Po dotarciu na samo południe obraliśmy kierunek na północ wschodnim wybrzeżem Indii. W ten sposób dotarliśmy 29 stycznia do Madrasu. Tu spotkaliśmy się z kolejnymi trzema osobami, które doleciały do nas z Polski. Następnie samolotem polecieliśmy na Andamyny. Docelowo Havelok.
Tam 12 dni leniuchowania na rajskich plażach. Dla nurkujących polecam to miejsce. Sprawdziłem, jest pięknie. Powrót z wysp do Kalkuty, dalej przez Varanasi do Delhi.

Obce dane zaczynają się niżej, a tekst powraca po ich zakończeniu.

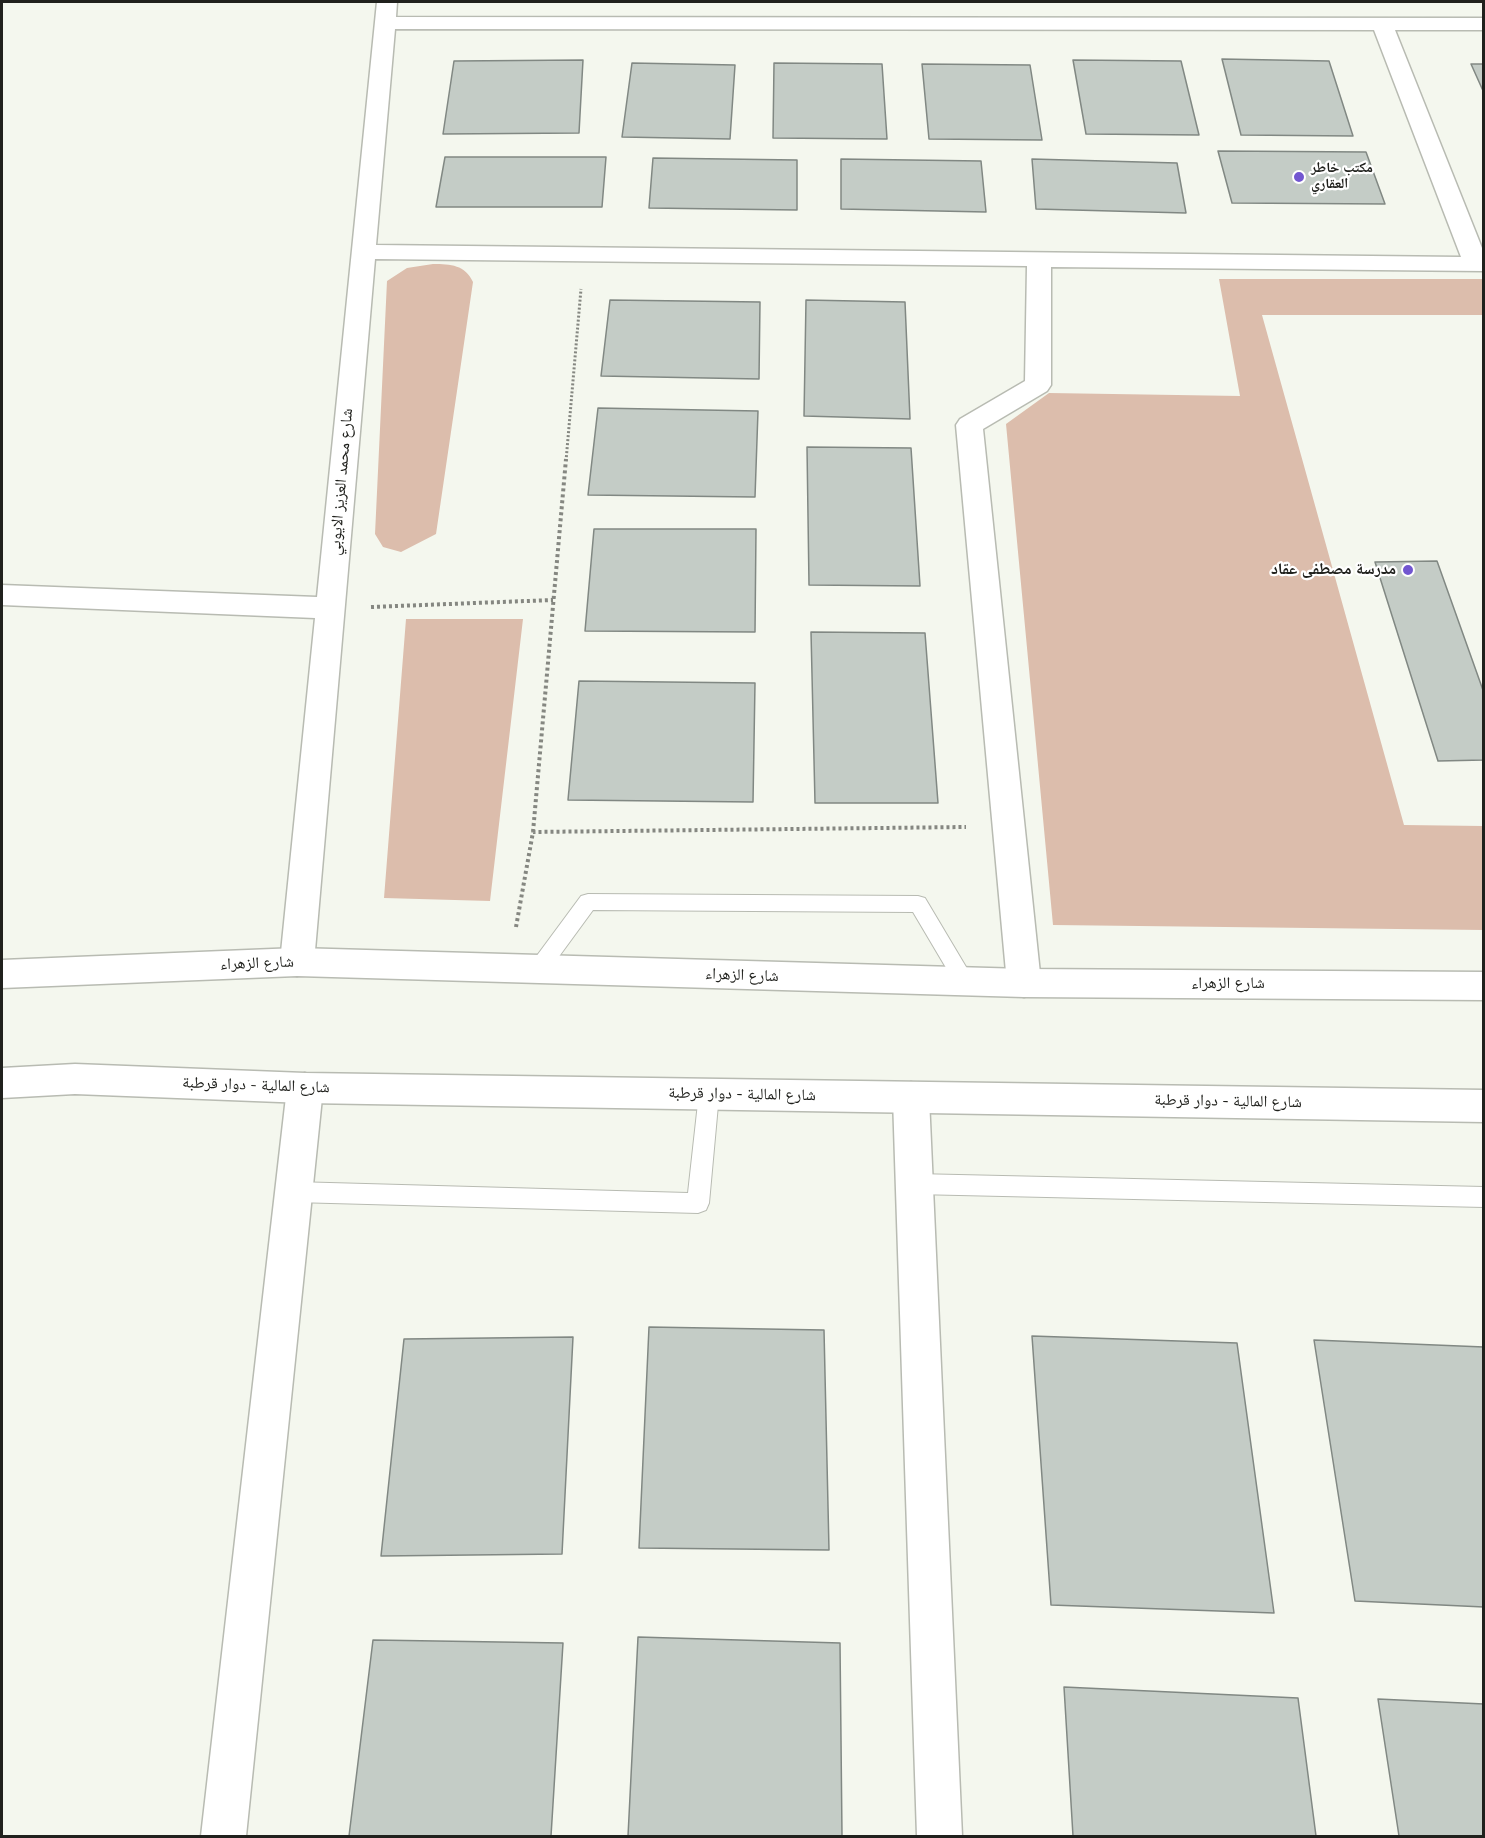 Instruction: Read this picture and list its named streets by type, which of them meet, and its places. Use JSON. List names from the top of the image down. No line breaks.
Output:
{"streets":{"street":["شارع محمد العزيز الايوبي","شارع الزهراء","شارع المالية - دوار قرطبة"]},"crossings":[["شارع محمد العزيز الايوبي","شارع الزهراء"]],"places":["مكتب خاطر العقاري","مدرسة مصطفى عقاد"]} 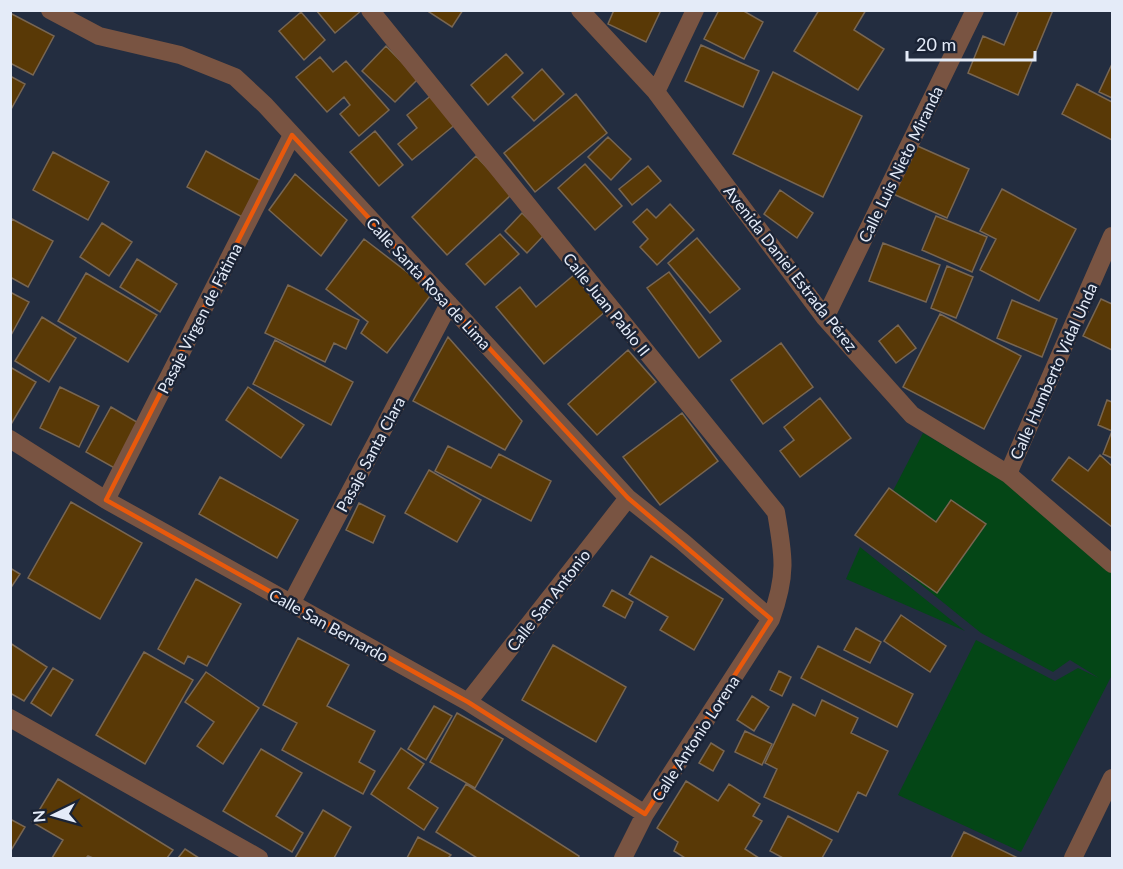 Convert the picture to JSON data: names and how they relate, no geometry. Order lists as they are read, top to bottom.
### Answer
{
  "streets": {
    "street": [
      "Calle Luis Nieto Miranda",
      "Avenida Daniel Estrada Pérez",
      "Calle Santa Rosa de Lima",
      "Calle Juan Pablo II",
      "Pasaje Virgen de Fátima",
      "Calle Humberto Vidal Unda",
      "Pasaje Santa Clara",
      "Calle San Antonio",
      "Calle San Bernardo",
      "Calle Antonio Lorena"
    ]
  },
  "crossings": [
    ["Calle Luis Nieto Miranda", "Avenida Daniel Estrada Pérez"],
    ["Avenida Daniel Estrada Pérez", "Calle Humberto Vidal Unda"],
    ["Calle Santa Rosa de Lima", "Calle Juan Pablo II"],
    ["Calle Santa Rosa de Lima", "Pasaje Virgen de Fátima"],
    ["Calle Santa Rosa de Lima", "Pasaje Santa Clara"],
    ["Calle Santa Rosa de Lima", "Calle San Antonio"],
    ["Calle Santa Rosa de Lima", "Calle Antonio Lorena"],
    ["Calle Juan Pablo II", "Calle Antonio Lorena"],
    ["Pasaje Virgen de Fátima", "Calle San Bernardo"],
    ["Pasaje Santa Clara", "Calle San Bernardo"],
    ["Calle San Antonio", "Calle San Bernardo"],
    ["Calle San Bernardo", "Calle Antonio Lorena"]
  ],
  "scale_bar": "20 m",
  "north": "left"
} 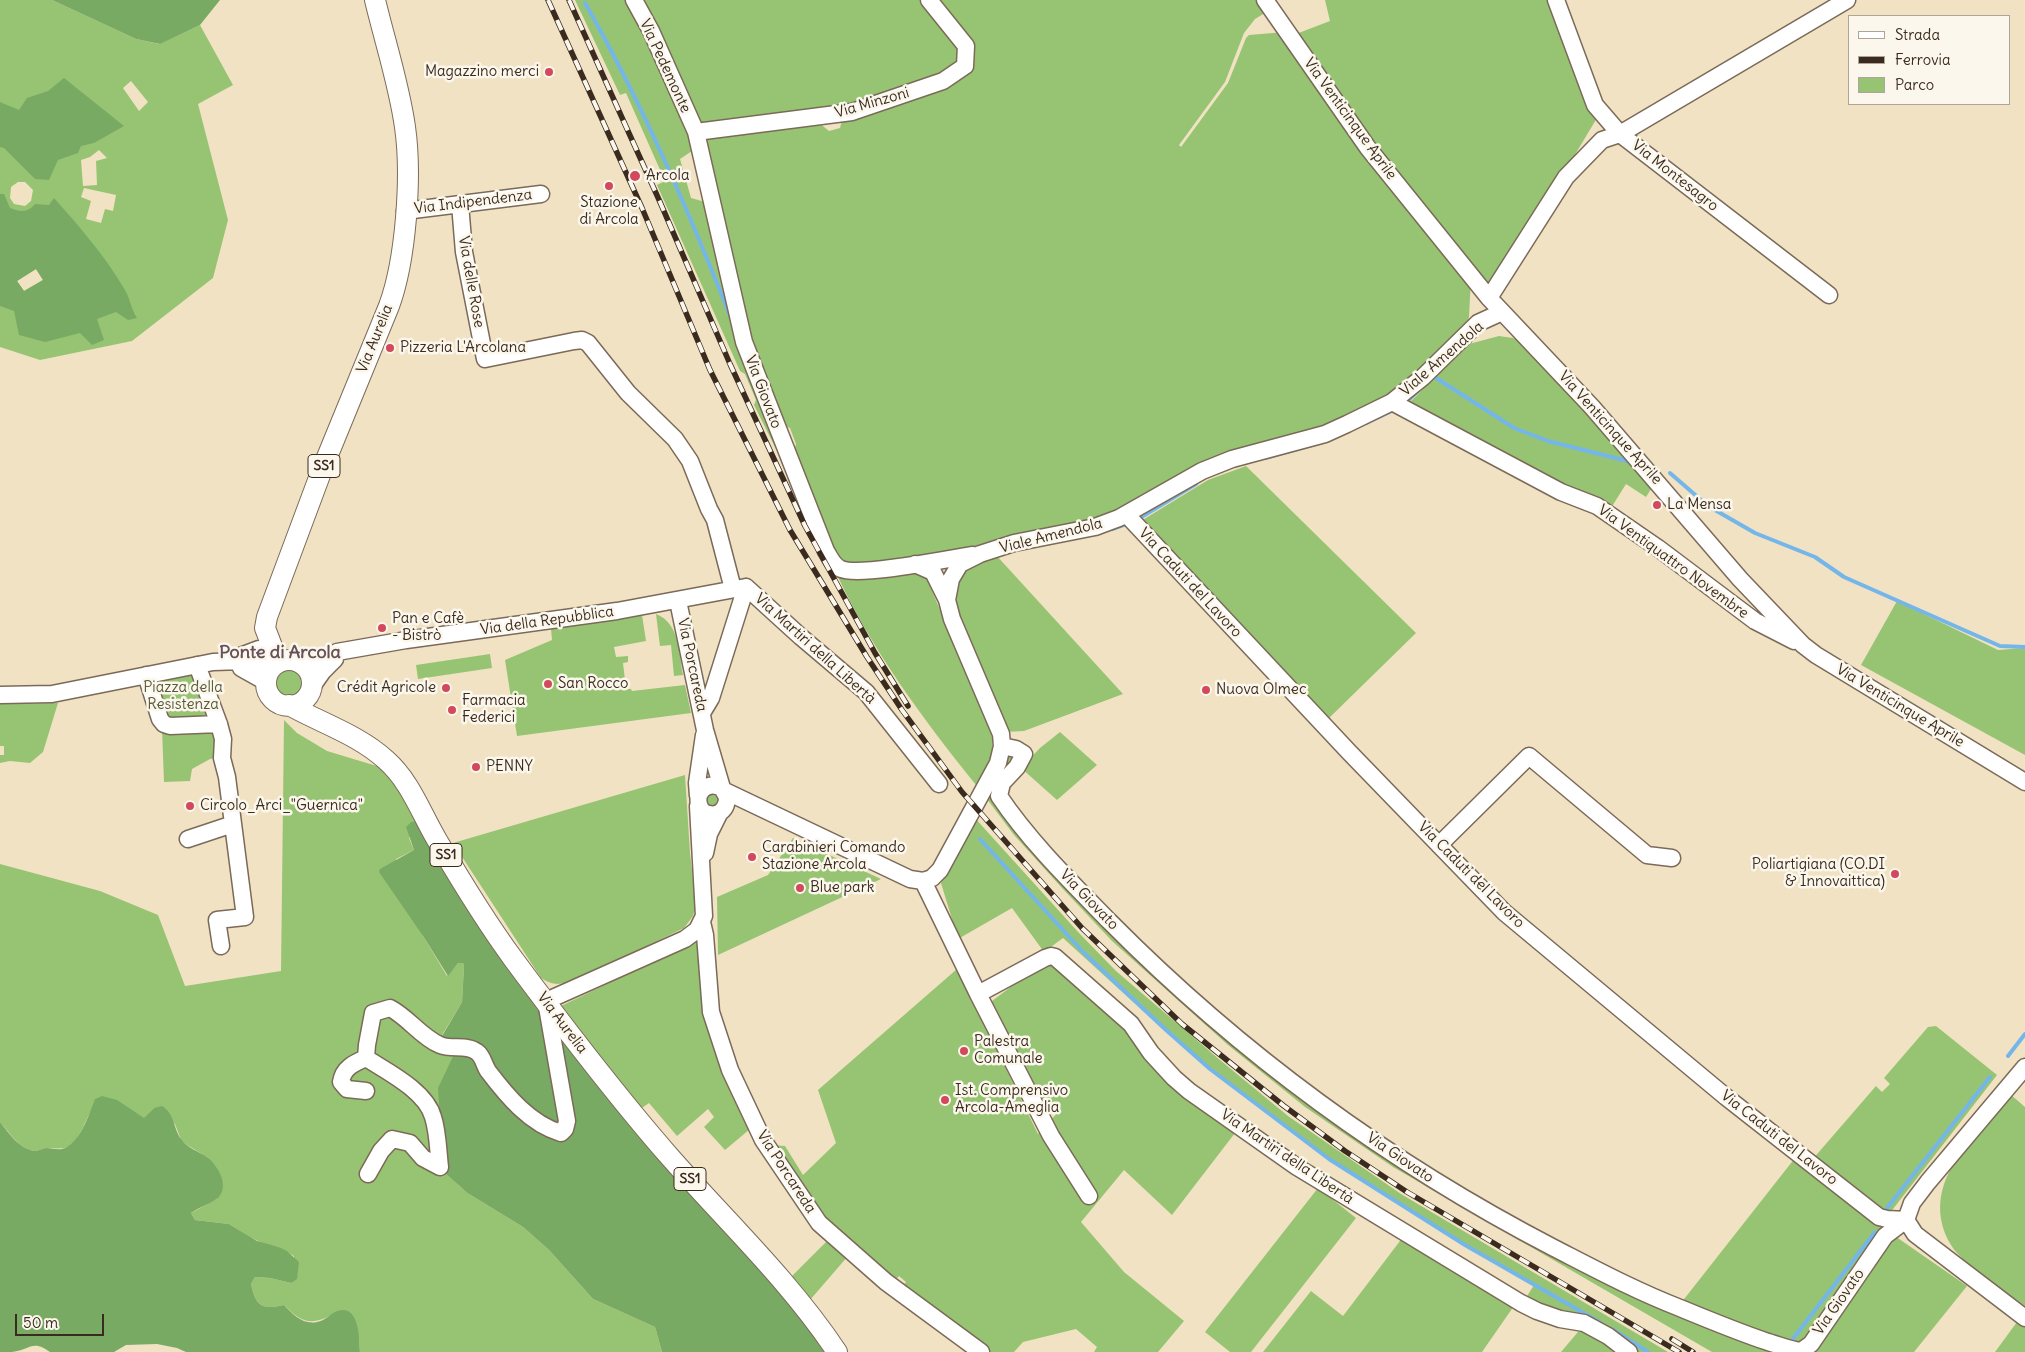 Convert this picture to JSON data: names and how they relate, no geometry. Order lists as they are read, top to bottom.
{
  "streets": {
    "main road": ["Via Aurelia", "SS1"],
    "street": [
      "Via Pedemonte",
      "Via Minzoni",
      "Via Venticinque Aprile",
      "Via Montesagro",
      "Via Indipendenza",
      "Via delle Rose",
      "Viale Amendola",
      "Via Giovato",
      "Via Ventiquattro Novembre",
      "Via Caduti del Lavoro",
      "Via della Repubblica",
      "Via Martiri della Libertà",
      "Via Porcareda"
    ]
  },
  "crossings": [
    ["Via Pedemonte", "Via Minzoni"],
    ["Via Pedemonte", "Via Giovato"],
    ["Via Minzoni", "Via Giovato"],
    ["Via Venticinque Aprile", "Via Montesagro"],
    ["Via Venticinque Aprile", "Viale Amendola"],
    ["Via Venticinque Aprile", "Via Ventiquattro Novembre"],
    ["Via Indipendenza", "Via delle Rose"],
    ["Via Indipendenza", "Via Aurelia"],
    ["Via delle Rose", "Via della Repubblica"],
    ["Via delle Rose", "Via Martiri della Libertà"],
    ["Via Aurelia", "SS1"],
    ["Via Aurelia", "Via della Repubblica"],
    ["Viale Amendola", "Via Giovato"],
    ["Viale Amendola", "Via Ventiquattro Novembre"],
    ["Viale Amendola", "Via Caduti del Lavoro"],
    ["Via Giovato", "Via Caduti del Lavoro"],
    ["SS1", "Via della Repubblica"],
    ["Via della Repubblica", "Via Martiri della Libertà"],
    ["Via della Repubblica", "Via Porcareda"]
  ],
  "districts": ["Ponte di Arcola"],
  "parks": ["Piazza della Resistenza"],
  "places": [
    "Magazzino merci",
    "Arcola",
    "Stazione di Arcola",
    "Pizzeria L'Arcolana",
    "La Mensa",
    "Pan e Cafè - Bistrò",
    "San Rocco",
    "Crédit Agricole",
    "Nuova Olmec",
    "Farmacia Federici",
    "PENNY",
    "Circolo_Arci_\"Guernica\"",
    "Carabinieri Comando Stazione Arcola",
    "Poliartigiana (CO.DI & Innovaittica)",
    "Blue park",
    "Palestra Comunale",
    "Ist. Comprensivo Arcola-Ameglia"
  ],
  "legend": ["Strada", "Ferrovia", "Parco"],
  "scale_bar": "50 m"
}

Niestet nie zaliczyłem święta Holi. Wybieram się w tym roku.
Wszystko jest warte zwiedzenia. My omijaliśmy miejsca typowo turystyczne. Oczywiście nie dało się ominąć Agry. Ale Taj Mahal nie powalił mnie na kolana. Widzieliśmy wiele miejsc na południu, które rzucały na kolana.